Set down exactly the lines in the records below that run from the line with "<div><p>Темп</" to the line with "M209,0H215C226,12 239,20 253,29C259,33", inclusive, and nothing more.

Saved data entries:
━━━━━━━━━━━━━━━━━━━━

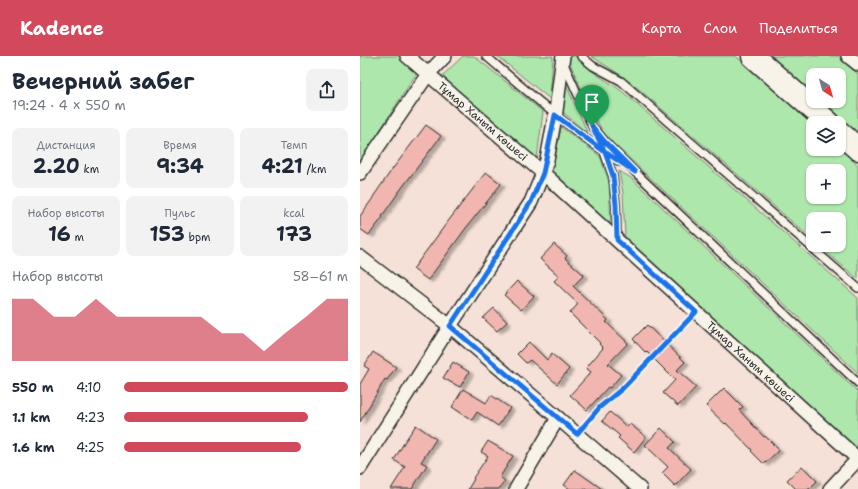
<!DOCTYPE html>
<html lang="ru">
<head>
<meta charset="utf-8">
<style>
	body { margin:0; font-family:"Shantell Sans",sans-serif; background:#f2f2f3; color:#1f2937; height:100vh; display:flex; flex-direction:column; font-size:15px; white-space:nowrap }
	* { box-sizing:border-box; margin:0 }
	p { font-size:13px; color:#747a83 }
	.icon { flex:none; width:22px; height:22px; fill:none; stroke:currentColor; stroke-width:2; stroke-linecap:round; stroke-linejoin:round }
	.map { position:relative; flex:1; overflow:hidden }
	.panel { display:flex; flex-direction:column; background:#fff; width:360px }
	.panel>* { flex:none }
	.needle { width:26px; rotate:143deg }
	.fabs { position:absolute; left:446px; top:12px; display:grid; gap:8px }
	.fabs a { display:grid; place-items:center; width:40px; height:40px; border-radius:8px; background:#fff; box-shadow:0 1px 3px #0004; font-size:20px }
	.pin { position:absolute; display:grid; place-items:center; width:34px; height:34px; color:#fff; margin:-41px -17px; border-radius:50% 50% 50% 0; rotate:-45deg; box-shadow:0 0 4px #0007 }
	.pin .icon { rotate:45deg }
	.round { display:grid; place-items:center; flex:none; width:42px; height:42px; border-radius:8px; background:#f2f2f3 }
	.overview { display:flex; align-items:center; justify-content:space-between; height:68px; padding:0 12px }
	h1 { font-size:22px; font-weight:700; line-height:30px }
	.metrics { display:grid; grid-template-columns:repeat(3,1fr); gap:6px; height:68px; padding:4px 12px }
	.metrics div { display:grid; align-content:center; border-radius:8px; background:#f2f2f3; text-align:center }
	.metrics b { font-size:20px; font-weight:700 }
	.metrics small { font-size:11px; font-weight:400 }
	.metrics p { font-size:11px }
	.chart { height:112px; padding:8px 12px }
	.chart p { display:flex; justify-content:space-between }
	.chart svg { width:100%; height:72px; margin-top:4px; fill:#d1495b; opacity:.7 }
	ul { padding:0 12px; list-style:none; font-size:13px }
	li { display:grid; grid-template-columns:64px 48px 1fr; align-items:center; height:30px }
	li i { height:10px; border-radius:5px; background:#d1495b }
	header { display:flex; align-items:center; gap:24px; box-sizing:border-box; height:56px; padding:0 20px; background:#d1495b; color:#fff }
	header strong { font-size:19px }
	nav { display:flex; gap:22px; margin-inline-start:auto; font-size:14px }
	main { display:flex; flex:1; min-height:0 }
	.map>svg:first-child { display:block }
	.green { fill:#ade7ac; stroke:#6c896c; fill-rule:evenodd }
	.building { fill:#f1b6af; stroke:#2b2b2b; filter:url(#shadow) }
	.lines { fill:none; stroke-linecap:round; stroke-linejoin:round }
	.lane-casing { stroke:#2b2b2b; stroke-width:10 }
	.street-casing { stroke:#2b2b2b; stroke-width:16 }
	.highway-casing { stroke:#2b2b2b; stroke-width:25 }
	.path { stroke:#2b2b2b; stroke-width:2; stroke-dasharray:3 3; stroke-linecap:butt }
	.lane { stroke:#f7f3e8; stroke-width:7 }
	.street { stroke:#f7f3e8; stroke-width:13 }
	.highway { stroke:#f7f3e8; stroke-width:22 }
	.route-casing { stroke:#fff; stroke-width:8 }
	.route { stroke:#1a73e8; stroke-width:5 }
	.labels { text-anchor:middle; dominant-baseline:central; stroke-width:3; stroke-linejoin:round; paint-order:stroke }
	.street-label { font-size:11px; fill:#2b2b2b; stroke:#f7f3e8 }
</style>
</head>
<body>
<header>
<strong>Kadence</strong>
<nav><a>Карта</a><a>Слои</a><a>Поделиться</a></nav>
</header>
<main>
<section class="panel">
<div class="overview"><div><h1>Вечерний забег</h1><p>19:24 · 4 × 550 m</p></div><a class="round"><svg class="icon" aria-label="share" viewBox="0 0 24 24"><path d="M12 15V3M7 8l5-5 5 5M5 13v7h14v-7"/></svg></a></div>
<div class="metrics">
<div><p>Дистанция</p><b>2.20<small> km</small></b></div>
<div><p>Время</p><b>9:34</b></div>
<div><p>Темп</p><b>4:21<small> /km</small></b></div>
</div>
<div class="metrics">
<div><p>Набор высоты</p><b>16<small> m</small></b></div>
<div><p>Пульс</p><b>153<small> bpm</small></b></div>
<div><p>kcal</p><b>173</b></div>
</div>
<div class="chart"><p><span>Набор высоты</span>58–61 m</p>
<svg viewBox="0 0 160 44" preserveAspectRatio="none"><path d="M0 44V6L10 6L20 17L30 17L40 6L50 17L60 17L70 17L80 17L90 17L100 27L110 27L120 38L130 27L140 17L150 6L160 6V44z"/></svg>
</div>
<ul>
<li><b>550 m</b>4:10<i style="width:100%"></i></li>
<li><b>1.1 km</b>4:23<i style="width:82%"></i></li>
<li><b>1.6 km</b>4:25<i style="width:79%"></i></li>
</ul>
</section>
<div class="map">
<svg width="498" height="433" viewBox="0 0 498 433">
	<defs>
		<filter id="shadow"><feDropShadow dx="4.5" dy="2.5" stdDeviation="1" flood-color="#0004"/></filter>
	</defs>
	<rect width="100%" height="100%" fill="#f5e1d7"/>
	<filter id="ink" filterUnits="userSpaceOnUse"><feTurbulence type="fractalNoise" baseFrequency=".025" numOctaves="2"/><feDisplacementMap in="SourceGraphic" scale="8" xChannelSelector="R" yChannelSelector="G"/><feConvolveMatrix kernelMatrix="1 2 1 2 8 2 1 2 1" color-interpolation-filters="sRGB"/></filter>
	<g filter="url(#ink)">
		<path class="green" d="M0,0H47L60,12L0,105Z
			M103,0H114L183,56L177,102L81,21Z
			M137,0H193L190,43Z
			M209,0H215C226,12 239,20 253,29C259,33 264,37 270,42L498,242V317L254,88L242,74L230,53L209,5Z
			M231,0H376L453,69V93H479V92L498,109V223L458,189H479V163H453V184L280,34L262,20ZM453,115H479V141H453Z
			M408,0H478L498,18V80L458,45H479V19H453V40Z
			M206,28L228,78L203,56Z
			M201,71L240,100L249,126L251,170L192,117Z
			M259,115L271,122L285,135L498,336V393L265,181L263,137Z"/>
		<path class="building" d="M66,69L81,80L41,133L22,160L23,161L9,179L0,173V160L13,142V141L31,115Z
			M126,116L141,128L106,172L68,224L53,213L86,168Z
			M194,188L207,200L205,202L224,219L213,230L248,264L246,266L268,287L248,308L261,319L250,332L248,331L227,354L210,339L231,316L226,312L243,292L239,288L240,287L210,257L218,248L194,225L199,220L180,203Z
			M157,225L174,240L161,254L144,239Z
			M134,252L147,266L137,275L123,262Z
			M287,269L325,306L317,314L336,331L318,350L303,337L315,324L286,295L285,296L273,283Z
			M169,286L187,304L192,298L209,313L197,328L170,304L166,307L157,298Z
			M13,296L36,311L27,324L25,323L0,366V328L9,313L4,310Z
			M93,306L109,316L100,331L83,322Z
			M364,332L383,351L379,354L404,381L405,380L419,394L404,408L391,395L392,394L366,367L365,368L346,350Z
			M103,333L126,347L131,339L150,352L138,370L117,356L112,364L92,351Z
			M250,356L267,371L270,368L286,381L274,396L258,382L260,380L242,365Z
			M56,369L76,383L61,406L67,409L52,433H31L45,411L34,404L45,385Z
			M301,372L315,386L309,392L331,413L315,430L302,417L308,411L285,389Z
			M128,385L153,400L140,421L145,425L139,433H108L114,423L113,422L128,400L121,396Z
			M442,410L457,425L449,433H436L427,424Z
			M215,414L242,433H210L204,429Z"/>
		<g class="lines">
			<defs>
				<path id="lane" d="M126,0C169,37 212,75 260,106
					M221,0L233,10L261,25L498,232
					M204,8L232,70L245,86L275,116L498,327
					M244,95L253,120L256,149L257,183"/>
				<g id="street">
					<path id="s1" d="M47,0L183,117L498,403"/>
					<path d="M488,0L498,8"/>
					<path d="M0,117L68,18L85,0"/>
					<path d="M0,201L90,270L198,362L280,433"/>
					<path d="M0,412L90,270L171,146L183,117L187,104L196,55L203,0"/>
					<path d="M156,433L198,362"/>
					<path d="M470,433L498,403"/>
				</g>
				<path id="highway" d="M393,0L469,67
					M479,76L498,93"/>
			</defs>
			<use href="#lane" class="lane-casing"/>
			<use href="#street" class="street-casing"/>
			<use href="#highway" class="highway-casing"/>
			<path class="path" d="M225,369L240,351L263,332L328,264"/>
			<use href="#lane" class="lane"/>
			<use href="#street" class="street"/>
			<use href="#highway" class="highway"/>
		</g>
	</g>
	<g class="lines" filter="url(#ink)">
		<defs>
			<path id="route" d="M232,70L245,96L195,59L183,117L171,146L90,270L217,378L240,351L263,332L336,256L257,184L256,149L253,120L245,96L275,116L245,86L232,70"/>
		</defs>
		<use href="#route" class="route-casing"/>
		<use href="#route" class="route"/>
	</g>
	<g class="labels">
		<g class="street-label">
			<text stroke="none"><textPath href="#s1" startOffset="100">Тұмар Ханым көшесі</textPath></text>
			<text stroke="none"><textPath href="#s1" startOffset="460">Тұмар Ханым көшесі</textPath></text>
		</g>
	</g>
</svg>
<div class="fabs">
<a><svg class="needle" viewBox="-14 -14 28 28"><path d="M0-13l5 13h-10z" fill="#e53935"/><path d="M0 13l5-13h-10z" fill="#747a83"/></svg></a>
<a><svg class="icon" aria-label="layers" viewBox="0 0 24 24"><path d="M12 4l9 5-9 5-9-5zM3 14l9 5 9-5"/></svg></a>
<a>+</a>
<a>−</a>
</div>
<div class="pin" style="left:232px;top:70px;background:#1e9e55"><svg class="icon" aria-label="arrive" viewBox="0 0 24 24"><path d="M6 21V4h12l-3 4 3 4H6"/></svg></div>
</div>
</main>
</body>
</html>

━━━━━━━━━━━━━━━━━━━━

* _YOUR RESPONSE_
<div><p>Темп</p><b>4:21<small> /km</small></b></div>
</div>
<div class="metrics">
<div><p>Набор высоты</p><b>16<small> m</small></b></div>
<div><p>Пульс</p><b>153<small> bpm</small></b></div>
<div><p>kcal</p><b>173</b></div>
</div>
<div class="chart"><p><span>Набор высоты</span>58–61 m</p>
<svg viewBox="0 0 160 44" preserveAspectRatio="none"><path d="M0 44V6L10 6L20 17L30 17L40 6L50 17L60 17L70 17L80 17L90 17L100 27L110 27L120 38L130 27L140 17L150 6L160 6V44z"/></svg>
</div>
<ul>
<li><b>550 m</b>4:10<i style="width:100%"></i></li>
<li><b>1.1 km</b>4:23<i style="width:82%"></i></li>
<li><b>1.6 km</b>4:25<i style="width:79%"></i></li>
</ul>
</section>
<div class="map">
<svg width="498" height="433" viewBox="0 0 498 433">
	<defs>
		<filter id="shadow"><feDropShadow dx="4.5" dy="2.5" stdDeviation="1" flood-color="#0004"/></filter>
	</defs>
	<rect width="100%" height="100%" fill="#f5e1d7"/>
	<filter id="ink" filterUnits="userSpaceOnUse"><feTurbulence type="fractalNoise" baseFrequency=".025" numOctaves="2"/><feDisplacementMap in="SourceGraphic" scale="8" xChannelSelector="R" yChannelSelector="G"/><feConvolveMatrix kernelMatrix="1 2 1 2 8 2 1 2 1" color-interpolation-filters="sRGB"/></filter>
	<g filter="url(#ink)">
		<path class="green" d="M0,0H47L60,12L0,105Z
			M103,0H114L183,56L177,102L81,21Z
			M137,0H193L190,43Z
			M209,0H215C226,12 239,20 253,29C259,33 264,37 270,42L498,242V317L254,88L242,74L230,53L209,5Z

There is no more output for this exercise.